Append (flusher → log):

Upload staged Parquet files to S3 in parallel
In a single PostgreSQL transaction: increment log_seq by the batch size, insert per-claim rows into log_index with the assigned offset range, S3 path, and flushable_lsn, and persist any blue-green markers

Step 2 is atomic — a flush is either fully registered or not registered at all. Orphaned S3 files from failed step 2s are collected by table maintenance.

Read (materializer ← log):

The materializer reads log_index entries with offsets greater than its cursor, downloads the referenced files, decodes them via the staging codec, and processes events in offset order. There is no in-memory cache optimization for the single-process case; profiling showed the S3-fetch overhead is amortized well below the materializer cycle interval.

Restart record¶

Replication state is split across several narrow tables — no single "checkpoint" blob. Each concern that needs durability gets its own row, so updates from different code paths don't contend on a shared OCC token:

Confirmed flush LSN — recorded in _pg2iceberg.flushed_lsn before every standby ack to the slot. This durable record is compared to the slot's confirmed_flush_lsn at startup to catch external slot tampering (pg_replication_slot_advance, drop+recreate, stray pg_recvlogical).
Per-table snapshot status — _pg2iceberg.tables rows store snapshot_complete, pg_oid, and snapshot_lsn per table. The pg_oid field drives the TableIdentityChanged invariant (DROP+recreate detection).
Per-table mid-snapshot resume — _pg2iceberg.snapshot_progress stores the canonical-PK cursor of the last successfully staged row. Cleared on completion.
Cluster fingerprint — singleton row in _pg2iceberg.pipeline_meta stores IDENTIFY_SYSTEM's system_identifier. Stamped at first run; subsequent runs against a different cluster fail with SystemIdMismatch.

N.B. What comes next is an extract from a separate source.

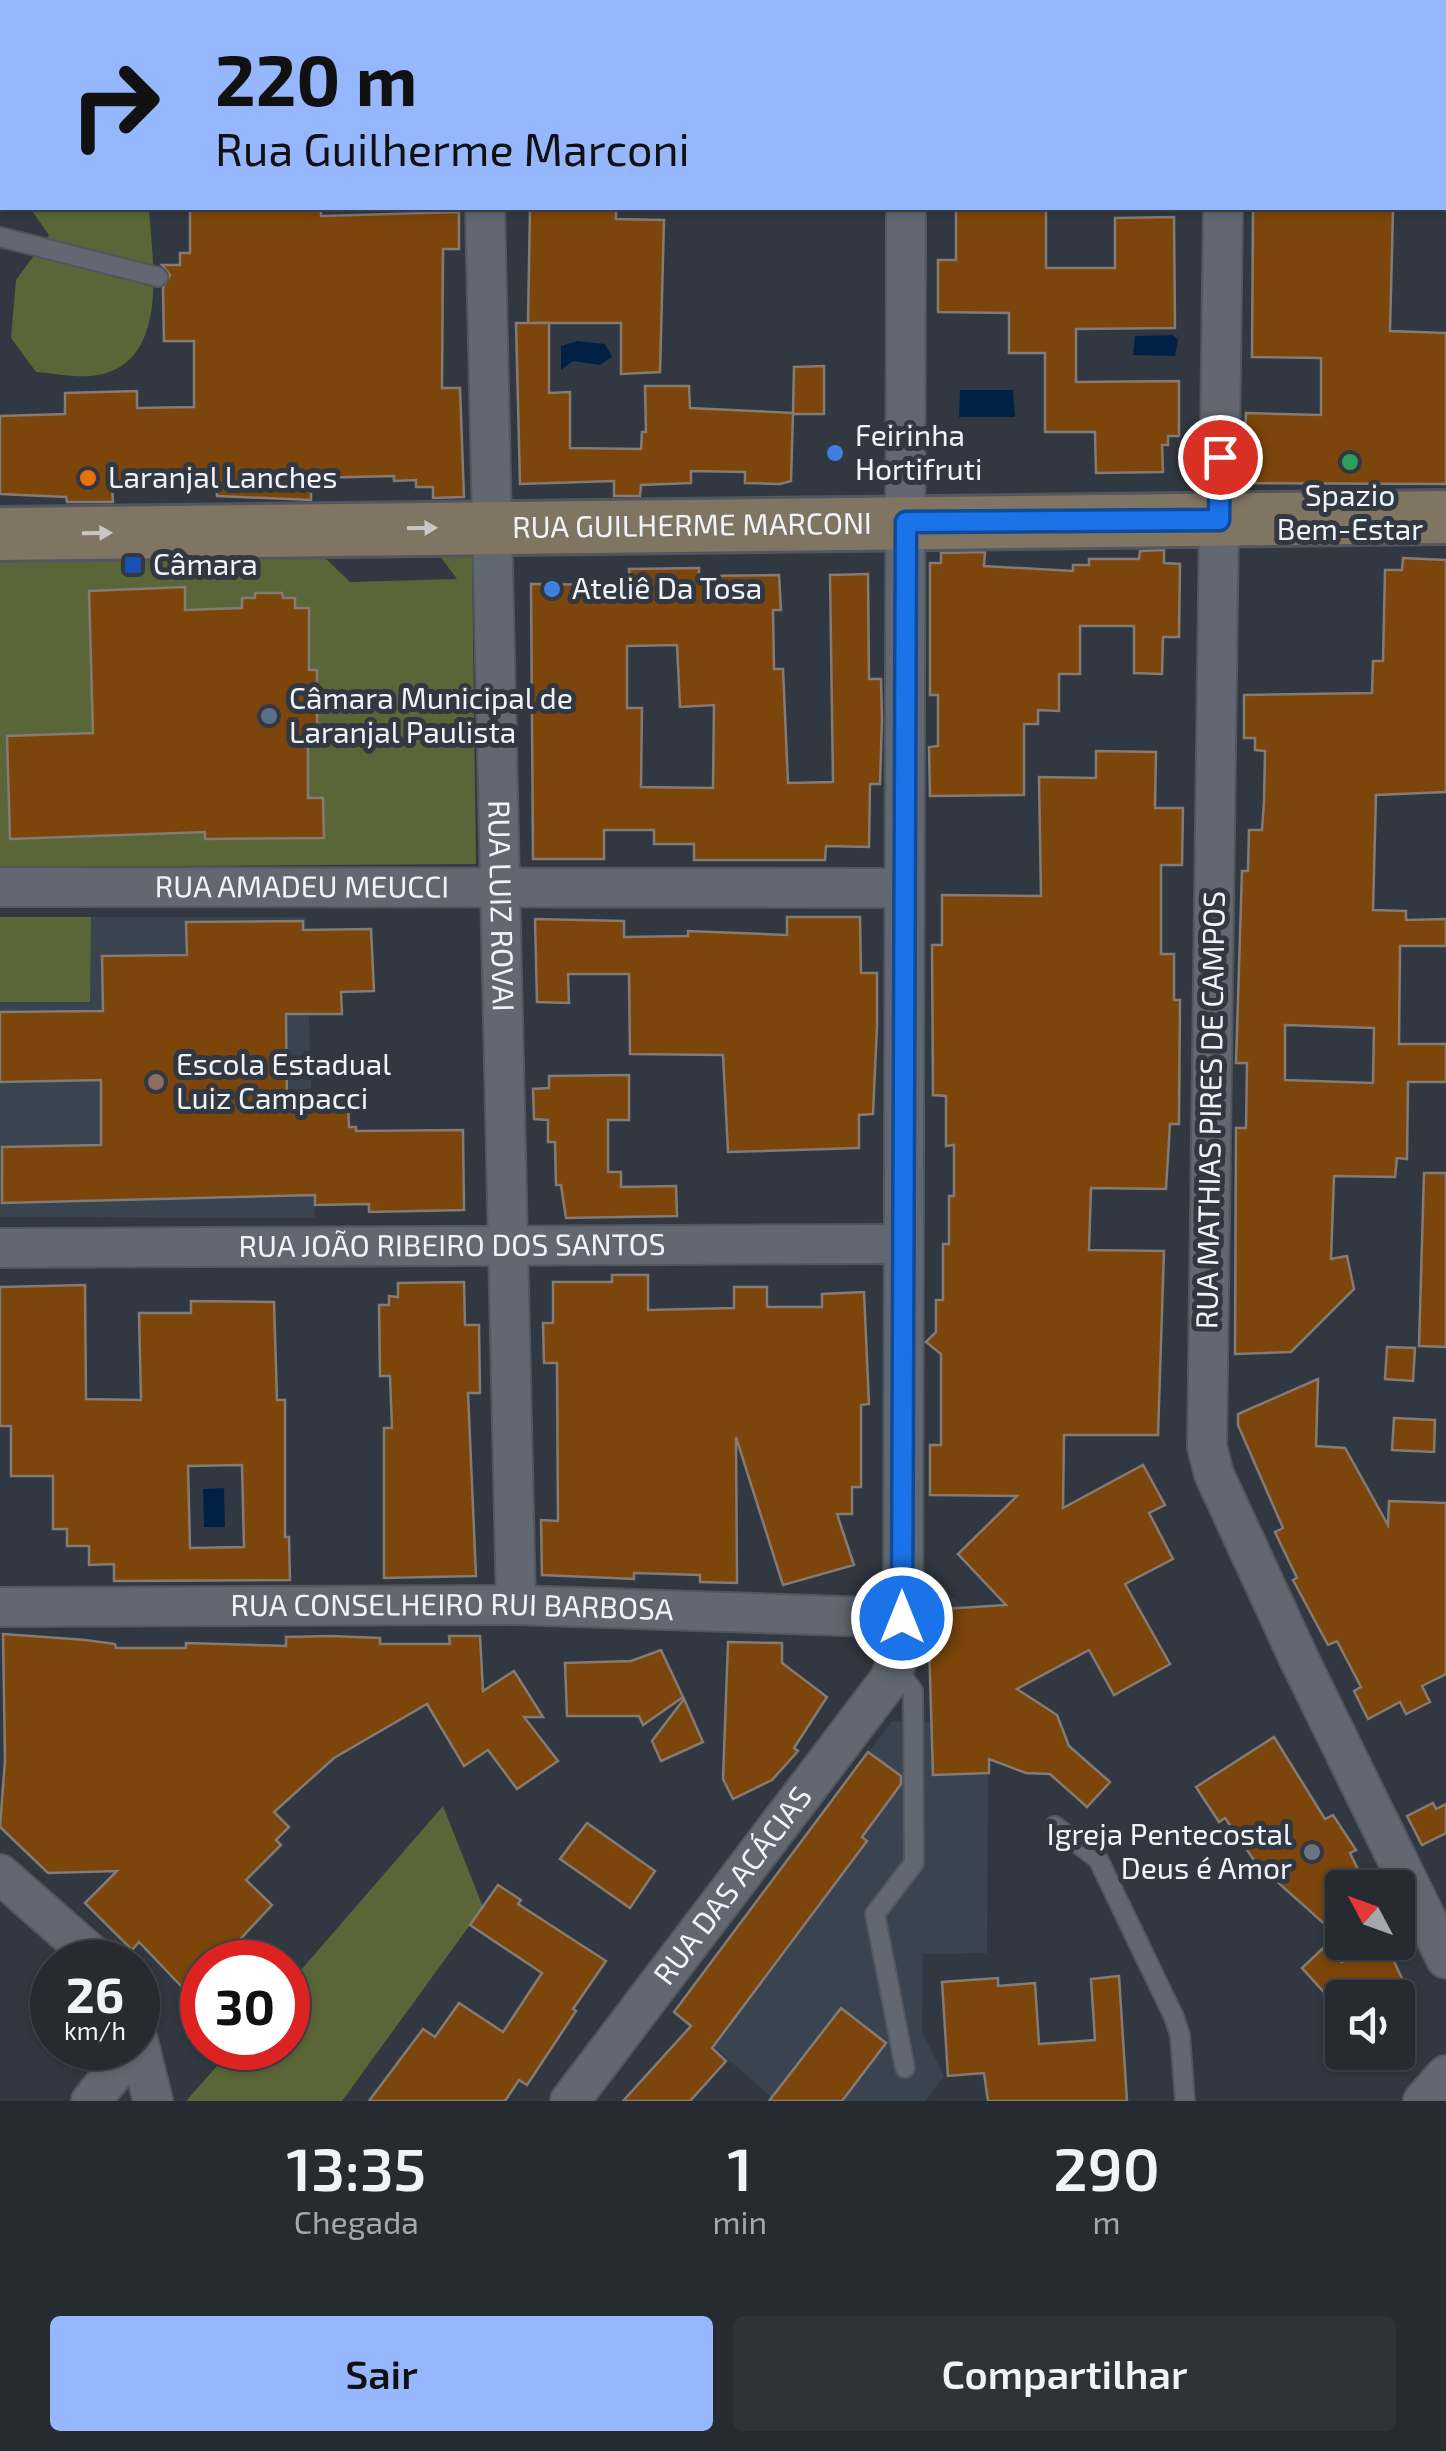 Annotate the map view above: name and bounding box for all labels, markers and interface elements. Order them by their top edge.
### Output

On startup, pg2iceberg cross-references all four against PG and the slot, and refuses to start on any mismatch. See validate_startup for the full invariant list.

Separate coord storage

By default coord state is stored in the source PostgreSQL database. If you want to keep them separate — for example, to avoid writes on a read replica or to share state across pipelines — point state.postgres_url at a different database. Coord state is always Postgres-backed; there is no file-based store option.